Casual readers of ERV are (mostly) not professional retrovirologists. They ‘get it’. Bob Silverman is a professional retrovirologist. He gets it.
But Brave Sir Gyreynyory thinks he is talking all of us ‘to task’ with papers that have nothing to do with the topic at hand, and declaring we dont understand ‘the scientific method’. In the comments section of a real, PubMed listed publication.
It completely inappropriate. Gyyyyyyyn is not paying me or Miller or any of the articles authors tuition to teach him the basics of our field. And even if he were, the comment section of a paper is an inappropriate location for such a discussion.
There is a place on the internet where everyone and anyone can leave stupid, insightful, humorous, or annoying comments. Hell, sometimes the stupid/annoying ones are actively encouraged. Its called the blogosphere. There are any number of virology blags on the internet, run by professional virologists, who love to talk about and teach their readers about virology. There is no damn reason why an Average Artard needs to be acting up in the comment section of a professional publication, any more than I need to be throwing a temper tantrum about X-wing flight in the cockpit of the 7.30 am OKC to Dallas flight, or bitching to a Michelin Star chef about how she doesnt understand French cooking like I do (I read about it on the Google Machine!).
It would be nice if these pro-internet, pro-technology open access publications would allow some kind of links to papers. A side-bar of ‘blog coverage of this paper’ or something. Seems like it wouldnt be too difficult to merge some online publications with the network already built up by ResearchBlogging.org, and it would be a great three-way street. Bloggers would get traffic, authors would get more exposure for their work and be able to see reactions to their work, and readers would easily be able to switch back-and-forth between tabs, having a science blogger tell them the basics, so they understand the publication itself better, and then they have a professional in the field right there on the blog where they can ask questions or leave comments, leaving the paper comment section open for ‘We tried X and couldnt get it to work! What pH was your buffer??’.

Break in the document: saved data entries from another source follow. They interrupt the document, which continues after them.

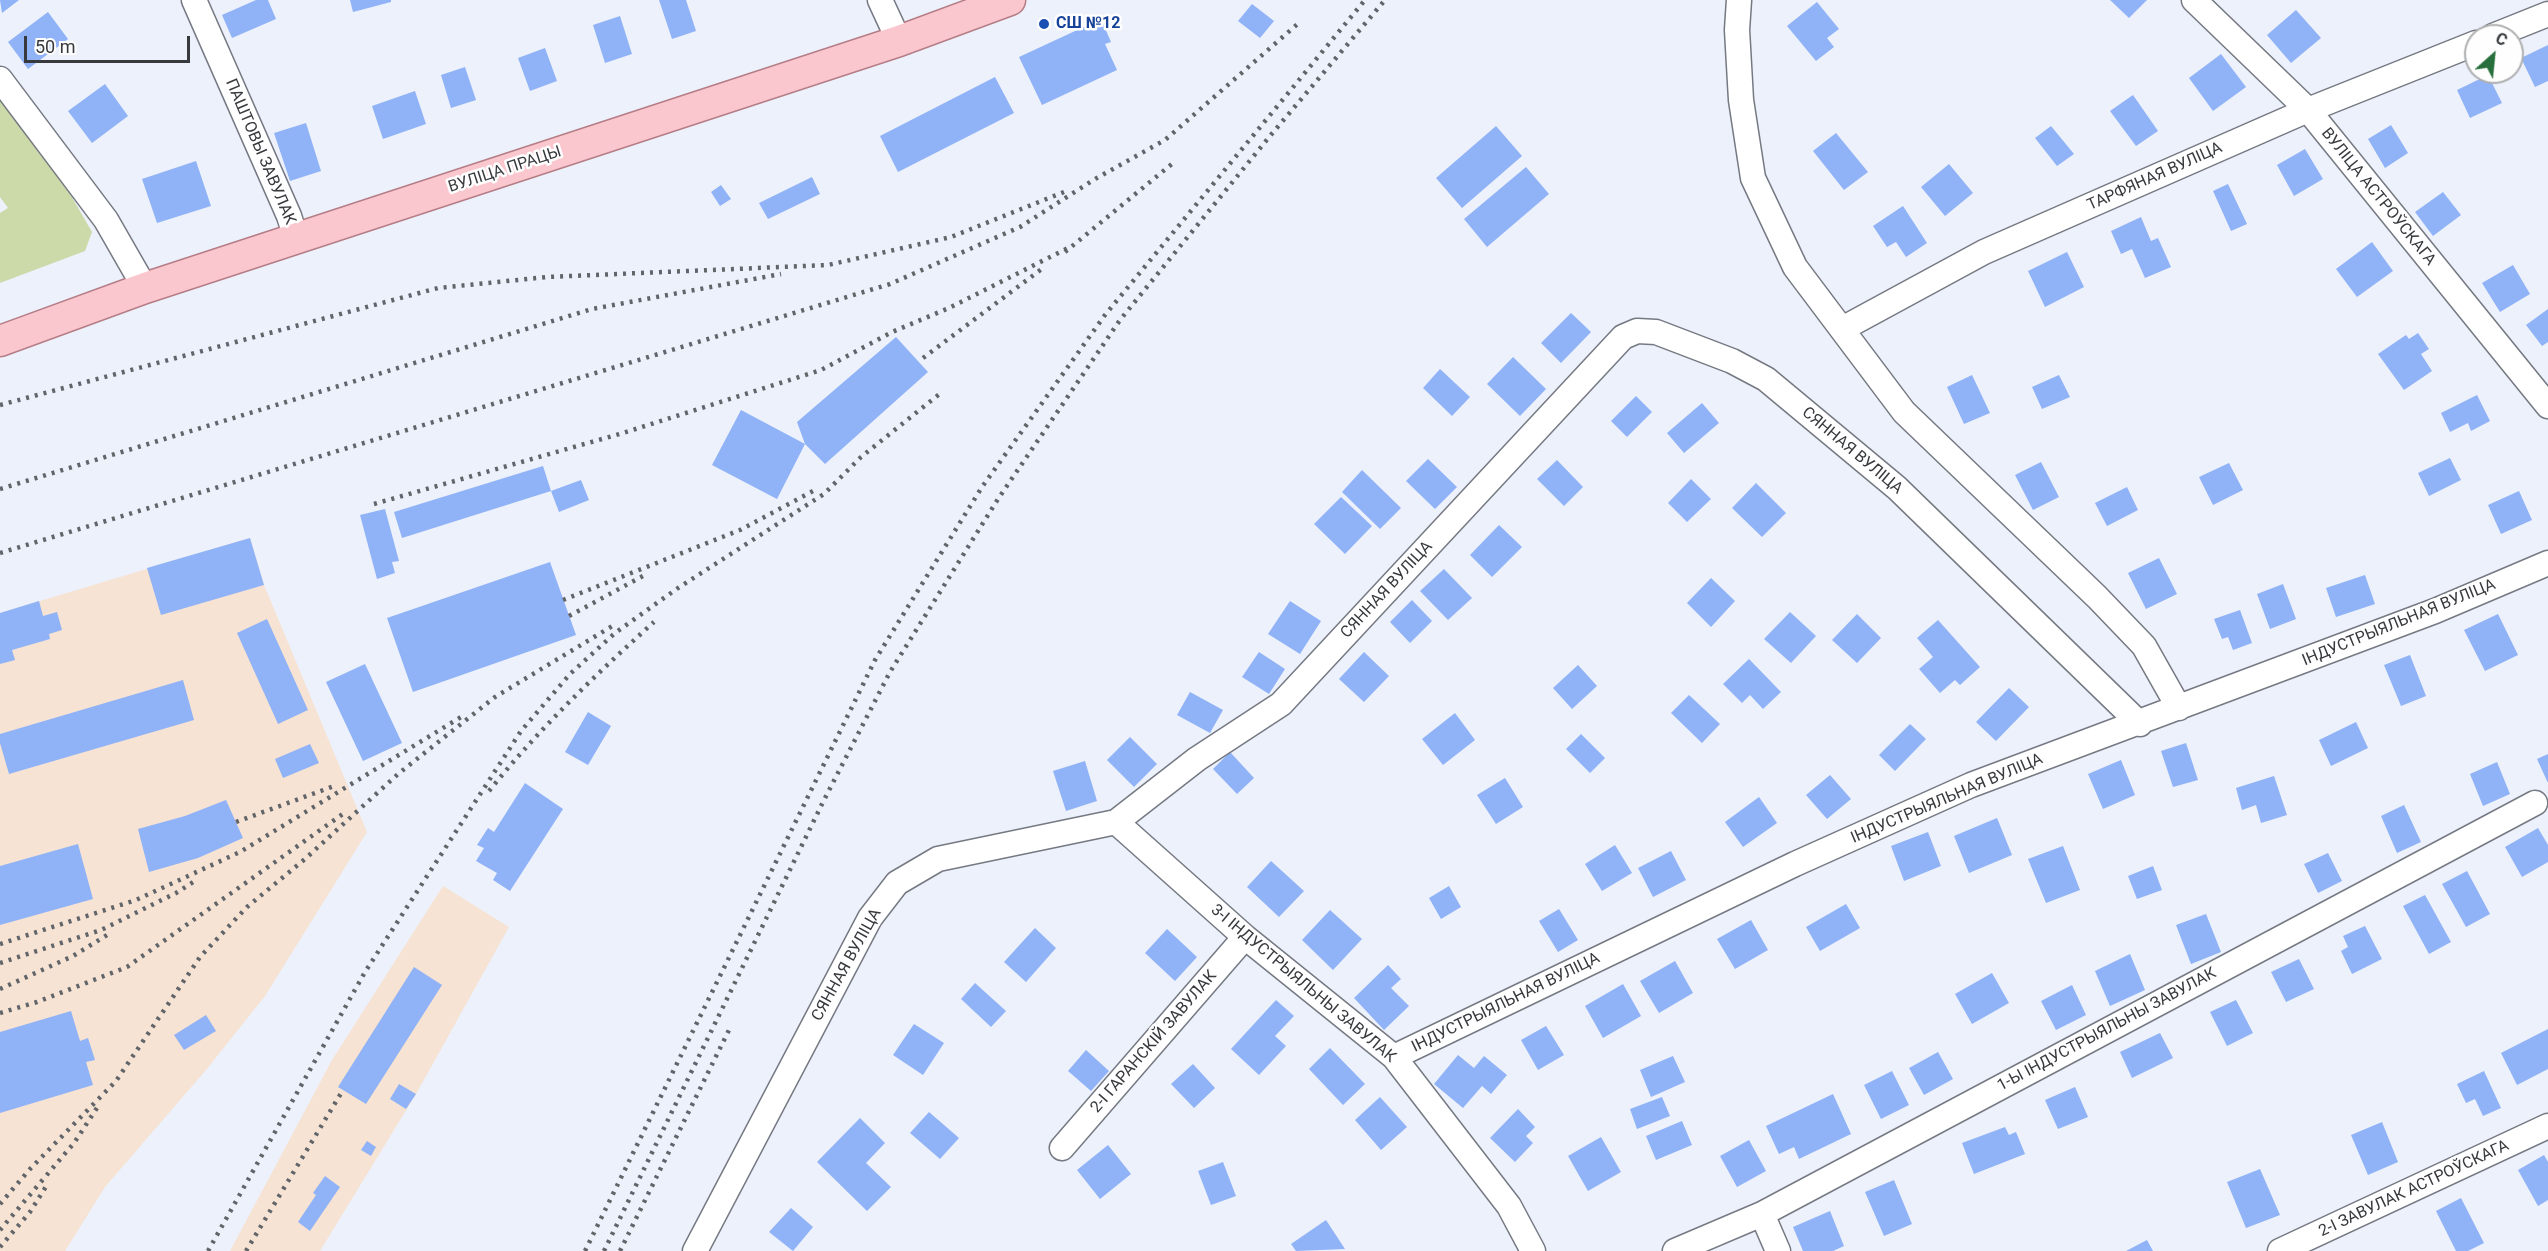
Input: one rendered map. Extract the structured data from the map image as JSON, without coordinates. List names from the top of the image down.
{
  "streets": {
    "main road": ["ВУЛІЦА ПРАЦЫ"],
    "street": [
      "ПАШТОВЫ ЗАВУЛАК",
      "ТАРФЯНАЯ ВУЛІЦА",
      "ВУЛІЦА АСТРОЎСКАГА",
      "СЯННАЯ ВУЛІЦА",
      "ІНДУСТРЫЯЛЬНАЯ ВУЛІЦА",
      "3-І ІНДУСТРЫЯЛЬНЫ ЗАВУЛАК",
      "1-Ы ІНДУСТРЫЯЛЬНЫ ЗАВУЛАК",
      "2-І ГАРАНСКІЙ ЗАВУЛАК",
      "2-І ЗАВУЛАК АСТРОЎСКАГА"
    ]
  },
  "crossings": [
    ["ПАШТОВЫ ЗАВУЛАК", "ВУЛІЦА ПРАЦЫ"],
    ["ТАРФЯНАЯ ВУЛІЦА", "ВУЛІЦА АСТРОЎСКАГА"],
    ["СЯННАЯ ВУЛІЦА", "ІНДУСТРЫЯЛЬНАЯ ВУЛІЦА"],
    ["СЯННАЯ ВУЛІЦА", "3-І ІНДУСТРЫЯЛЬНЫ ЗАВУЛАК"],
    ["ІНДУСТРЫЯЛЬНАЯ ВУЛІЦА", "3-І ІНДУСТРЫЯЛЬНЫ ЗАВУЛАК"],
    ["3-І ІНДУСТРЫЯЛЬНЫ ЗАВУЛАК", "2-І ГАРАНСКІЙ ЗАВУЛАК"]
  ],
  "places": ["СШ №12"],
  "scale_bar": "50 m",
  "north": "top right"
}
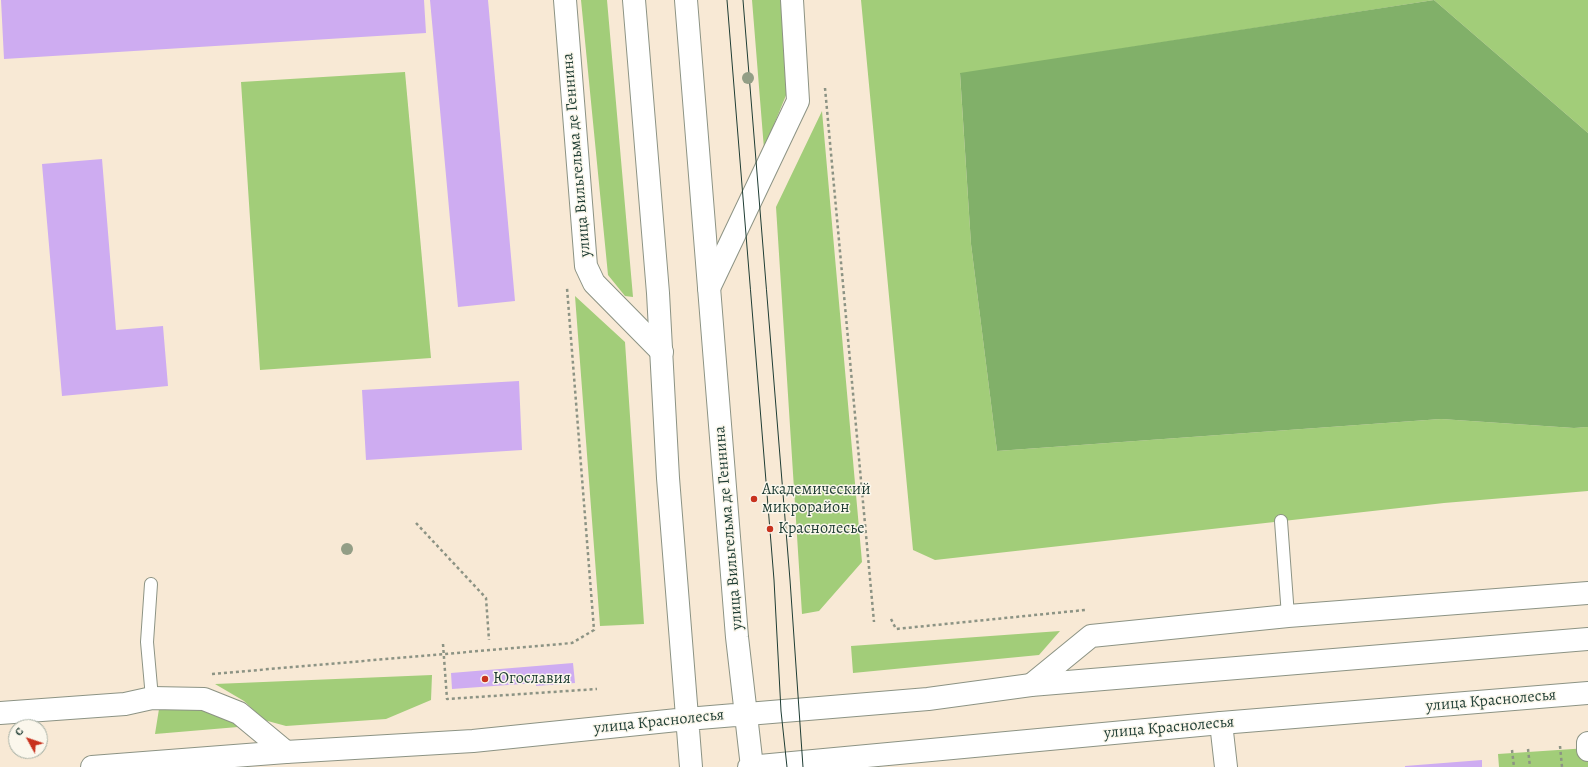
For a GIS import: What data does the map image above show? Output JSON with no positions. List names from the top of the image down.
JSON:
{
  "streets": {
    "street": ["улица Вильгельма де Геннина", "улица Краснолесья"]
  },
  "crossings": [
    ["улица Вильгельма де Геннина", "улица Краснолесья"]
  ],
  "places": ["Академический микрорайон", "Краснолесье", "Югославия"],
  "north": "top left"
}
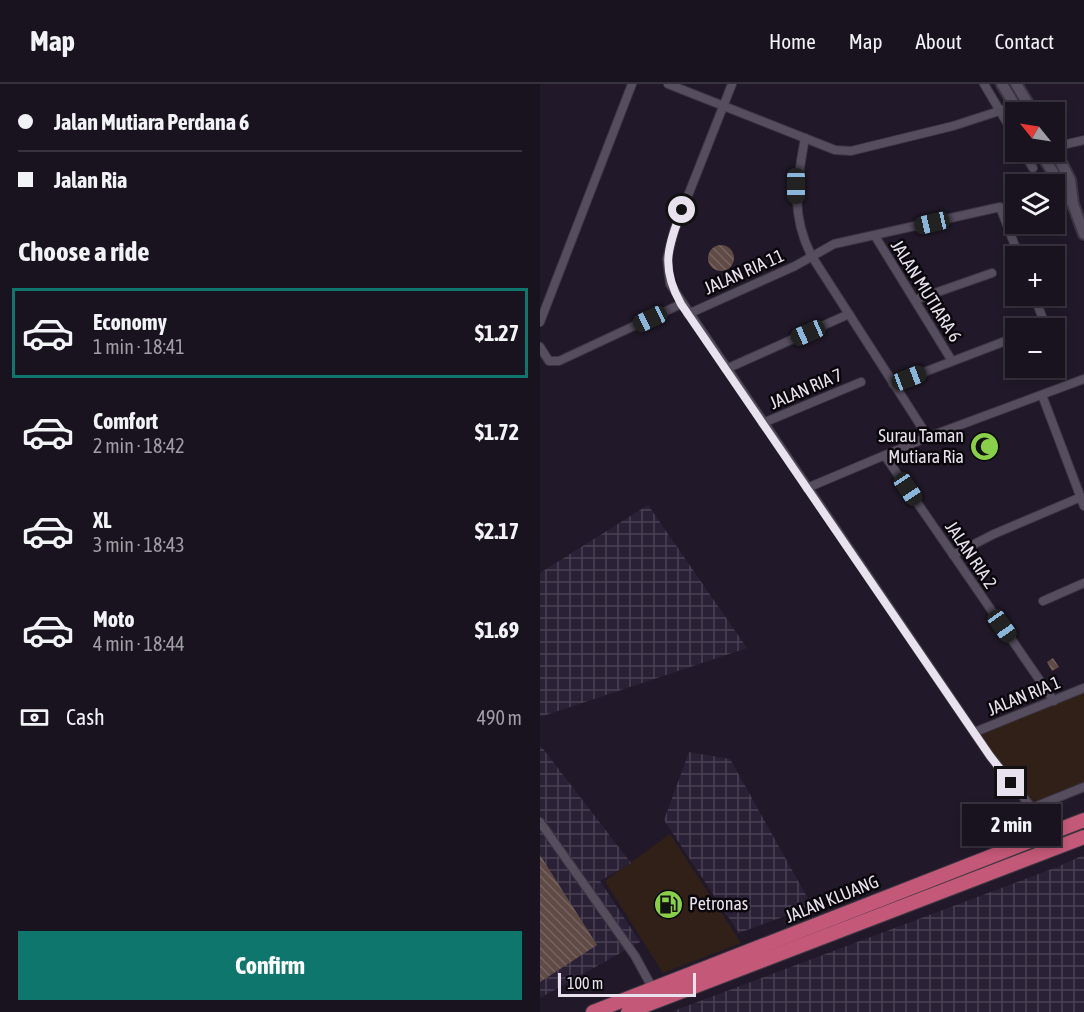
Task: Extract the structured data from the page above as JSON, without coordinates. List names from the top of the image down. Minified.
{"streets":{"highway":["JALAN KLUANG"],"street":["JALAN RIA 11","JALAN MUTIARA 6","JALAN RIA 7","JALAN RIA 2","JALAN RIA 1"]},"crossings":[["JALAN RIA 11","JALAN MUTIARA 6"],["JALAN RIA 2","JALAN RIA 1"]],"places":{"mosque":["Surau Taman Mutiara Ria"],"fuel station":["Petronas"]},"scale_bar":"100 m","north":"top left","page":{"header":"Map","nav":["Home","Map","About","Contact"],"banner":["Jalan Mutiara Perdana 6","Jalan Ria"],"map_buttons":["+","−"],"heading":"Choose a ride","list":[{"name":"Economy","note":"1 min · 18:41","value":"$1.27"},{"name":"Comfort","note":"2 min · 18:42","value":"$1.72"},{"name":"XL","note":"3 min · 18:43","value":"$2.17"},{"name":"Moto","note":"4 min · 18:44","value":"$1.69"}],"pay":["Cash","490 m"],"bubble":"2 min","buttons":"Confirm","scale":"100 m"}}
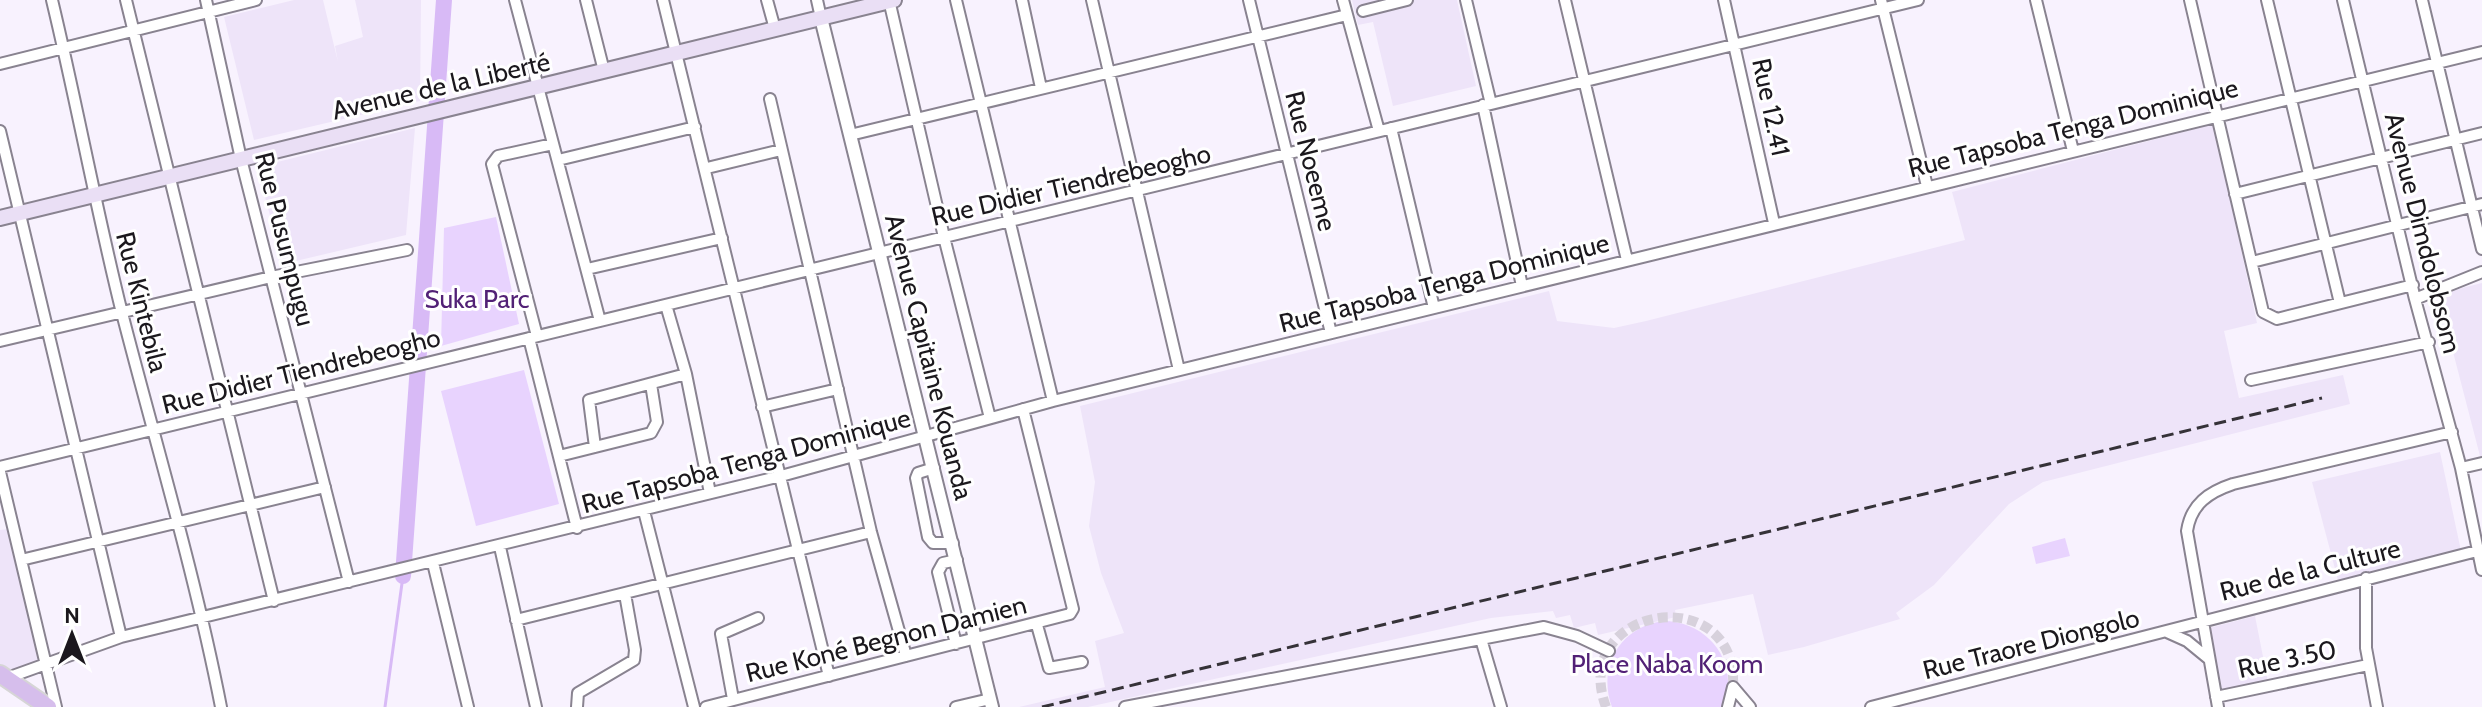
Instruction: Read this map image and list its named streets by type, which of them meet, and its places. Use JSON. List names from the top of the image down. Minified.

Of course, I am under no illusion that this kind of set up would actually dissuade people like Gyyyyyyyyyy from leaving comments on papers. His kind are a dime-a-dozen, Ive seen it a million times. They have no intention of learning anything. Their intention is to get attention from people they think are important. This means they are entirely uninterested in commenting on a science blog (especially a girls blog) and learning something. They are interested in attention from ‘important people’ so they can pretend they too are important. Like how Ray Comfort and Michael Behe wont debate me (or hell, even address me directly, in Behes case), while they pull Dawkins pig-tails and run, hoping he chases them. Or like when I make an argument, an Important Male like Coyne encourages my point, and people argue with him instead of me, because hes Important. Those kinds of people, I dont know what to do with them. Arrogant assholes are going to be arrogant assholes no matter how many more appropriate outlets you give them for their asshollery.
But I think adding links to research blogging on research papers would be a great addition to Open Access papers for normal people.